Repeated median regression

In robust statistics, repeated median regression, also known as the repeated median estimator, is a robust linear regression algorithm.

The estimator has a breakdown point of 50%.[1] Although it is equivariant under scaling, or under linear transformations of either its explanatory variable or its response variable, it is not under affine transformations that combine both variables.[1] It can be calculated in ${\displaystyle O(n^{2})}$ time by brute force, in ${\displaystyle O(n\log ^{2}n)}$ time using more sophisticated techniques,[2] or in ${\displaystyle O(n\log n)}$ randomized expected time.[3] It may also be calculated using an on-line algorithm with ${\displaystyle O(n)}$ update time.[4]

Method

The repeated median method estimates the slope of the regression line ${\displaystyle y=A+Bx}$ for a set of points ${\displaystyle (X_{i},Y_{i})}$ as

${\displaystyle {\widehat {B}}={\underset {i}{\operatorname {median} }}\ {\underset {j\,\neq \,i}{\operatorname {median} }}\ \operatorname {slope} (i,j)}$

where ${\displaystyle \operatorname {slope} (i,j)}$ is defined as ${\displaystyle (Y_{j}-Y_{i})/(X_{j}-X_{i})}$.[5]
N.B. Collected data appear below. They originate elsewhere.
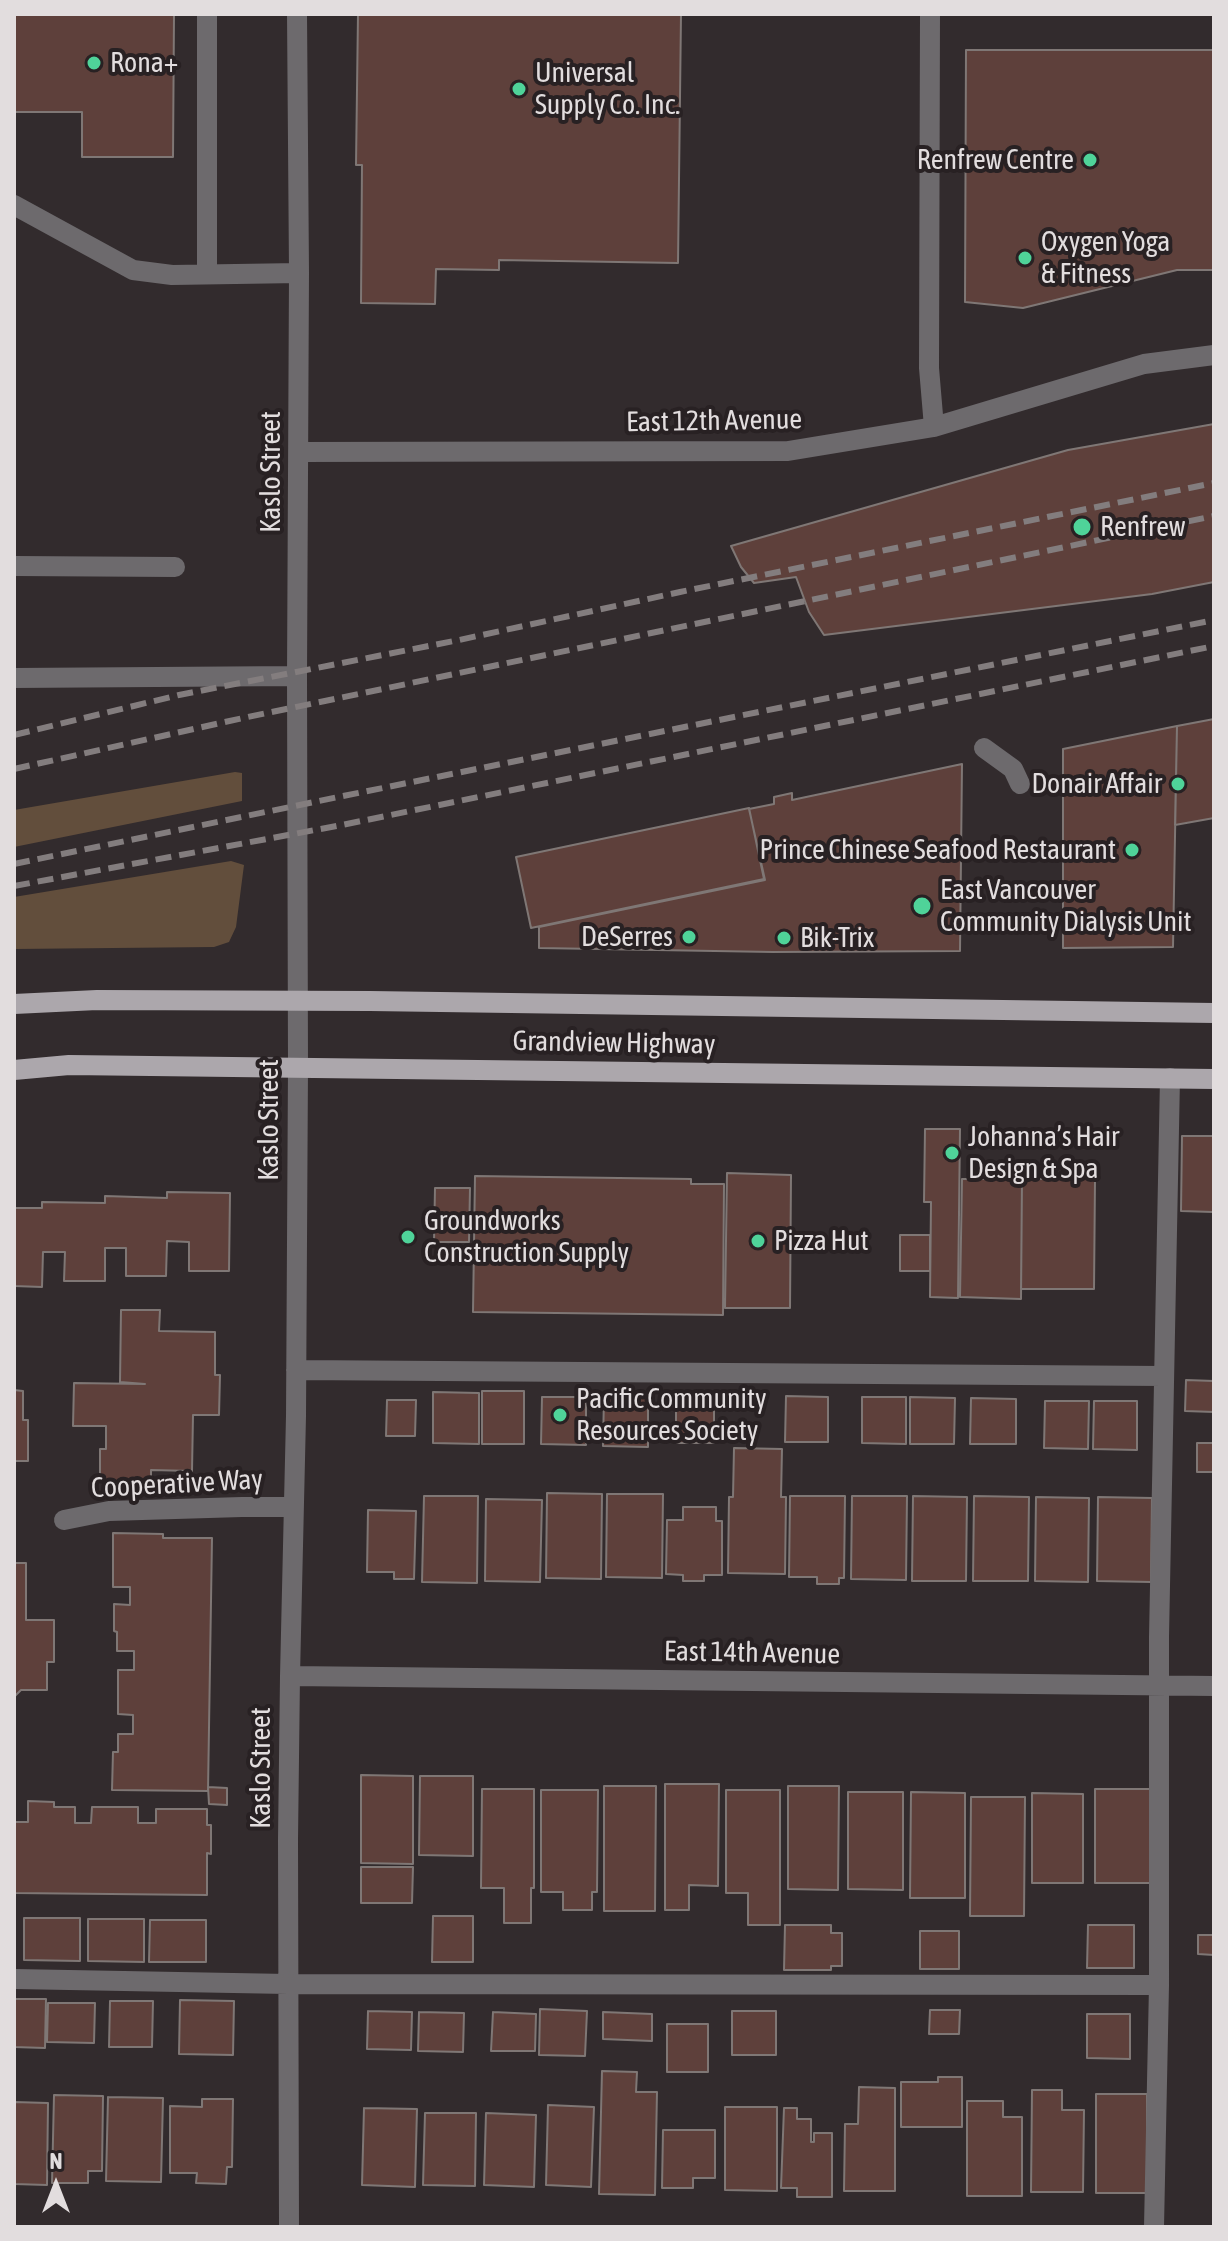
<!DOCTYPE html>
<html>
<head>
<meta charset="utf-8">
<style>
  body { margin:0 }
  #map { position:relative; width:1228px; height:2241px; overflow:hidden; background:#322b2d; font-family:"Asap Condensed",sans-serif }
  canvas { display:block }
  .frame { position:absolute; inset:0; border:16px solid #e2ddde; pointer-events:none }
  .north { position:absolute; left:16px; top:2145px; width:80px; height:80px; -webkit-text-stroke:6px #282123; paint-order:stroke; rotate:0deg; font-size:22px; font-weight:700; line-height:32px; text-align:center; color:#e2ddde }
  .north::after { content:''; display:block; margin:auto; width:28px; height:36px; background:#e2ddde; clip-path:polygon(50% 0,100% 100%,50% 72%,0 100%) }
</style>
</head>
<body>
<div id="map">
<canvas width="1228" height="2241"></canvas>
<div class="frame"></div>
<div class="north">N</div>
</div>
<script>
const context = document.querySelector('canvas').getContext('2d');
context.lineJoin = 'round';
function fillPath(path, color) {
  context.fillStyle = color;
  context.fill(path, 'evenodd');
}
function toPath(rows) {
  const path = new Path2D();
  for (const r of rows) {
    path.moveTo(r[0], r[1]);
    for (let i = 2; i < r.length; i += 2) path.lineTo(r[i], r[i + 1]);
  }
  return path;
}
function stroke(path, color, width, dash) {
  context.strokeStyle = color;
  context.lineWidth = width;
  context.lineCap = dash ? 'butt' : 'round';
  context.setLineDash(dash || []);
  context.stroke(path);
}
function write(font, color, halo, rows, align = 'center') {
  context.font = font + ' "Asap Condensed",sans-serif';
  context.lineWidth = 8;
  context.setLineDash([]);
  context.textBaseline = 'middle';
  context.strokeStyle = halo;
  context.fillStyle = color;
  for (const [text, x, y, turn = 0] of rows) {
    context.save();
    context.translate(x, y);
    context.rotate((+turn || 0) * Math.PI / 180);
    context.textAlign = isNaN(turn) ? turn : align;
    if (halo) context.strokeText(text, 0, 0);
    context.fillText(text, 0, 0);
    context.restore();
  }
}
const green = toPath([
  [235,772,242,773,242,801,14,847,14,810],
  [231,861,244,865,236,927,229,942,214,947,14,949,14,897]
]);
const building = toPath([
  [14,14,174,14,173,157,82,157,82,112,14,112,14,14],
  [358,14,681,14,678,263,499,260,499,270,436,269,435,304,361,303,362,165,356,165,358,14],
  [966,50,1214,50,1214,270,1177,270,1023,308,965,302,966,50],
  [1214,424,1214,582,1152,594,824,635,809,612,796,577,754,583,741,567,731,546,1068,450,1214,424],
  [1214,719,1214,818,1175,825,1177,726,1214,719],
  [1177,726,1173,947,1063,948,1063,749,1177,726],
  [962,764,960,951,773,952,539,948,539,927,765,880,749,809,774,804,774,797,792,793,792,800,962,764],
  [749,808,764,879,531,928,516,857,749,808],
  [925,1129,960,1129,958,1298,930,1297,931,1202,924,1202,925,1129],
  [1182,1136,1214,1136,1214,1227,1213,1212,1181,1211,1182,1136],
  [727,1173,791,1175,790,1308,725,1308,727,1173],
  [475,1176,691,1179,691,1184,724,1184,723,1315,473,1312,475,1176],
  [962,1179,1022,1179,1021,1299,960,1297,962,1179],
  [1022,1179,1095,1179,1094,1289,1021,1289,1022,1179],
  [435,1188,470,1188,469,1242,434,1242,435,1188],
  [167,1192,230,1193,229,1271,189,1271,189,1242,167,1241,166,1276,126,1276,126,1248,105,1248,105,1281,64,1281,65,1252,43,1252,42,1287,14,1286,14,1208,42,1208,42,1202,105,1203,105,1196,167,1198,167,1192],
  [900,1235,930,1235,930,1271,900,1271,900,1235],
  [121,1310,160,1310,159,1331,215,1332,215,1375,220,1375,219,1415,193,1415,192,1471,151,1470,151,1482,100,1482,100,1449,106,1449,106,1426,73,1426,74,1383,145,1384,120,1382,121,1310],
  [1186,1380,1214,1381,1214,1412,1185,1411,1186,1380],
  [14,1390,23,1391,23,1420,28,1420,28,1461,14,1461,14,1390],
  [482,1391,524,1391,524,1444,482,1444,482,1391],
  [433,1392,479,1393,479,1444,433,1443,433,1392],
  [604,1395,648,1396,648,1447,603,1446,604,1395],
  [786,1396,828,1397,828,1442,785,1442,786,1396],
  [542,1397,586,1397,586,1445,541,1444,542,1397],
  [862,1397,906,1397,906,1444,862,1443,862,1397],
  [910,1397,955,1398,954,1444,910,1444,910,1397],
  [971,1398,1016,1399,1016,1444,970,1444,971,1398],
  [676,1399,714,1399,714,1443,676,1443,676,1399],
  [387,1400,416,1400,415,1436,386,1436,387,1400],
  [1045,1401,1089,1401,1088,1449,1044,1448,1045,1401],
  [1094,1401,1137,1401,1137,1450,1093,1449,1094,1401],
  [1197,1443,1214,1443,1214,1472,1197,1472,1197,1443],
  [734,1448,782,1449,781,1497,786,1497,785,1574,728,1573,729,1497,733,1497,734,1448],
  [547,1493,602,1494,601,1579,546,1578,547,1493],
  [607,1494,663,1494,662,1578,606,1577,607,1494],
  [424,1496,478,1496,477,1583,422,1582,424,1496],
  [790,1496,845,1496,844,1578,839,1578,839,1584,817,1584,817,1577,789,1577,790,1496],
  [852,1496,907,1496,906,1580,851,1579,852,1496],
  [913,1496,967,1497,966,1581,912,1581,913,1496],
  [974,1496,1029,1497,1028,1581,973,1581,974,1496],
  [1036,1497,1089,1498,1088,1582,1035,1581,1036,1497],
  [1098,1497,1152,1498,1151,1582,1097,1581,1098,1497],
  [486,1499,542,1500,540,1582,485,1581,486,1499],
  [683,1507,716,1507,716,1521,722,1521,722,1575,704,1575,704,1581,683,1581,683,1575,666,1574,667,1520,683,1520,683,1507],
  [368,1510,416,1511,414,1579,394,1579,394,1572,367,1572,368,1510],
  [113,1533,163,1534,163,1538,212,1538,208,1791,112,1790,113,1752,118,1752,118,1734,133,1734,133,1715,118,1714,118,1670,134,1670,134,1651,117,1651,117,1632,114,1631,114,1604,130,1605,130,1587,113,1587,113,1533],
  [14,1563,26,1563,26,1620,54,1620,54,1662,47,1662,47,1690,21,1690,14,1697,14,1563],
  [361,1775,413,1776,413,1864,361,1863,361,1775],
  [420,1776,473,1776,473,1856,419,1855,420,1776],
  [665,1784,719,1784,718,1886,689,1885,689,1910,665,1910,665,1784],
  [604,1786,656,1786,655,1911,604,1911,604,1786],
  [788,1786,839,1786,838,1890,788,1889,788,1786],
  [208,1787,227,1788,227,1805,209,1804,208,1787],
  [482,1789,534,1789,534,1888,531,1888,531,1923,504,1923,504,1888,481,1888,482,1789],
  [1095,1789,1151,1789,1150,1883,1095,1883,1095,1789],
  [541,1790,598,1790,597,1892,592,1892,592,1910,563,1910,563,1892,541,1892,541,1790],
  [726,1790,780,1790,780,1925,748,1925,748,1893,726,1893,726,1790],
  [848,1792,903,1792,903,1890,848,1889,848,1792],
  [911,1792,965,1793,965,1898,910,1898,911,1792],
  [1032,1793,1083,1794,1083,1883,1032,1883,1032,1793],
  [971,1797,1025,1797,1024,1916,970,1916,971,1797],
  [28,1801,54,1802,54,1807,75,1807,75,1823,91,1823,92,1807,138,1807,138,1823,156,1823,156,1809,207,1809,207,1825,211,1825,211,1854,207,1853,207,1895,14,1893,14,1822,28,1822,28,1801],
  [361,1867,413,1867,412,1903,361,1903,361,1867],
  [433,1916,473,1916,473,1962,432,1962,433,1916],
  [24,1918,80,1918,80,1961,24,1960,24,1918],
  [88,1919,144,1919,144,1962,88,1961,88,1919],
  [150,1920,206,1920,206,1962,149,1962,150,1920],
  [785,1925,831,1925,831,1933,842,1933,842,1966,831,1966,831,1970,784,1970,785,1925],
  [1088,1925,1134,1925,1134,1968,1087,1968,1088,1925],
  [920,1931,959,1931,959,1969,920,1969,920,1931],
  [1198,1935,1214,1935,1214,1955,1198,1954,1198,1935],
  [14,1999,46,1999,45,2048,14,2047,14,1999],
  [180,2000,234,2001,233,2055,179,2054,180,2000],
  [110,2001,153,2001,152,2047,109,2047,110,2001],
  [48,2003,95,2003,94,2043,47,2042,48,2003],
  [540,2009,587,2011,585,2056,539,2055,540,2009],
  [930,2010,960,2010,959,2034,929,2034,930,2010],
  [368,2011,412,2012,411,2050,367,2049,368,2011],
  [732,2011,776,2011,776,2055,732,2055,732,2011],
  [419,2012,464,2013,463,2052,418,2051,419,2012],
  [493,2012,536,2014,535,2051,491,2051,493,2012],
  [603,2012,652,2014,652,2041,603,2039,603,2012],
  [1087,2014,1130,2014,1130,2059,1087,2058,1087,2014],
  [667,2024,708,2024,708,2072,667,2072,667,2024],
  [602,2071,637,2072,636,2092,657,2092,655,2195,599,2194,602,2071],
  [938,2077,962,2077,962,2127,901,2127,901,2082,938,2082,938,2077],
  [859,2087,895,2088,895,2191,844,2191,845,2124,858,2124,859,2087],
  [1032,2090,1062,2090,1062,2110,1084,2110,1083,2192,1031,2192,1032,2090],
  [1096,2094,1147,2094,1147,2193,1096,2193,1096,2094],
  [54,2095,103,2096,102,2171,88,2171,88,2183,52,2183,54,2095],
  [108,2097,163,2098,161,2182,106,2181,108,2097],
  [202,2099,233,2099,232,2167,227,2167,226,2184,196,2183,197,2173,170,2173,170,2106,202,2107,202,2099],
  [967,2101,1003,2101,1003,2117,1022,2117,1022,2196,967,2196,967,2101],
  [14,2102,48,2103,47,2185,14,2184,14,2102],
  [548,2105,594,2107,591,2187,546,2185,548,2105],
  [725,2107,777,2107,777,2191,725,2190,725,2107],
  [364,2108,417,2109,415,2187,362,2185,364,2108],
  [784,2108,797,2108,797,2119,811,2119,811,2142,814,2142,814,2133,832,2133,832,2197,797,2197,797,2188,781,2188,784,2108],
  [425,2113,476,2113,475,2186,423,2185,425,2113],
  [486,2113,536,2115,534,2187,484,2185,486,2113],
  [663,2130,715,2130,715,2178,693,2178,693,2188,662,2188,663,2130]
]);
const minor = toPath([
  [930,14,929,368,934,427],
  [14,205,133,270,172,275,299,273],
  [207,274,207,14],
  [299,452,788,451,934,427,1144,364,1214,355],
  [14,566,175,567],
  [14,678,297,676],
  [984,748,1013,769,1020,784],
  [296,1370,1163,1376],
  [64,1520,109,1511,242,1507,293,1507],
  [290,1676,1214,1686],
  [14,1979,288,1984,1159,1985],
  [289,2227,288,1840,290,1676,296,1416,298,1067,297,676,299,273,297,14],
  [1154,2227,1159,1985,1159,1637,1170,1078]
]);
const major = toPath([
  [14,1004,97,1000,370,1001,1214,1013],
  [14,1070,69,1065,1214,1079]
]);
const rail = toPath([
  [14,735,179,695,459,640,680,592,1214,483],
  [14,769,243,718,1214,516],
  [14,864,343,796,1214,620],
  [14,886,342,825,1214,646]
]);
const markers = [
  [94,63,8,"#4fd399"],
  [519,89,8,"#4fd399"],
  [1090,160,8,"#4fd399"],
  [1025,258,8,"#4fd399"],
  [1082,527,10,"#4fd399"],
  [1178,784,8,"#4fd399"],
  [1132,850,8,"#4fd399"],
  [922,906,10,"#4fd399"],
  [689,937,8,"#4fd399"],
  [784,938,8,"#4fd399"],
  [952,1153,8,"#4fd399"],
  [408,1237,8,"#4fd399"],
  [758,1241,8,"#4fd399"],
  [560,1415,8,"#4fd399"]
];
const poiNames = [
  ["Rona+",110,63],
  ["Universal",535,73],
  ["Supply Co. Inc.",535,105],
  ["Renfrew Centre",1074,160,"right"],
  ["Oxygen Yoga",1041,242],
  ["& Fitness",1041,274],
  ["Renfrew",1100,527],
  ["Donair Affair",1162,784,"right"],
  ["Prince Chinese Seafood Restaurant",1116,850,"right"],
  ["East Vancouver",940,890],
  ["Community Dialysis Unit",940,922],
  ["DeSerres",673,937,"right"],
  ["Bik-Trix",800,938],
  ["Johanna’s Hair",968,1137],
  ["Design & Spa",968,1169],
  ["Groundworks",424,1221],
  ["Construction Supply",424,1253],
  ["Pizza Hut",774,1241],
  ["Pacific Community",576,1399],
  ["Resources Society",576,1431]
];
const streetNames = [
  ["East 12th Avenue",714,421,-1],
  ["Kaslo Street",271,472,-90],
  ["Grandview Highway",614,1043,1],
  ["Kaslo Street",269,1120,-90],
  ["Cooperative Way",177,1484,-3],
  ["East 14th Avenue",752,1653,1],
  ["Kaslo Street",261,1768,-90]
];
fillPath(green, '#624e3c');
fillPath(building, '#5e403b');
stroke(building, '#7f7775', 2);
stroke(minor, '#6d6a6d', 20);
stroke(major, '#aca7ac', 20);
stroke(rail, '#837d7e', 6, [16, 8]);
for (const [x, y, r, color] of markers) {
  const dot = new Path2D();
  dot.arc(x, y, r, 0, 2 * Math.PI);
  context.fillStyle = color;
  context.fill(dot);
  stroke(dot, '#282123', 3);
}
write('28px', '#e2ddde', '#282123', poiNames, 'left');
write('28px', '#e2ddde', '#282123', streetNames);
</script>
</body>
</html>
The estimated Y-axis intercept is defined as

${\displaystyle {\widehat {A}}={\underset {i}{\operatorname {median} }}\ {\underset {j\,\neq \,i}{\operatorname {median} }}\ \operatorname {intercept} (i,j)}$

where ${\displaystyle \operatorname {intercept} (i,j)}$ is defined as ${\displaystyle (X_{j}Y_{i}-X_{i}Y_{j})/(X_{j}-X_{i})}$.[5]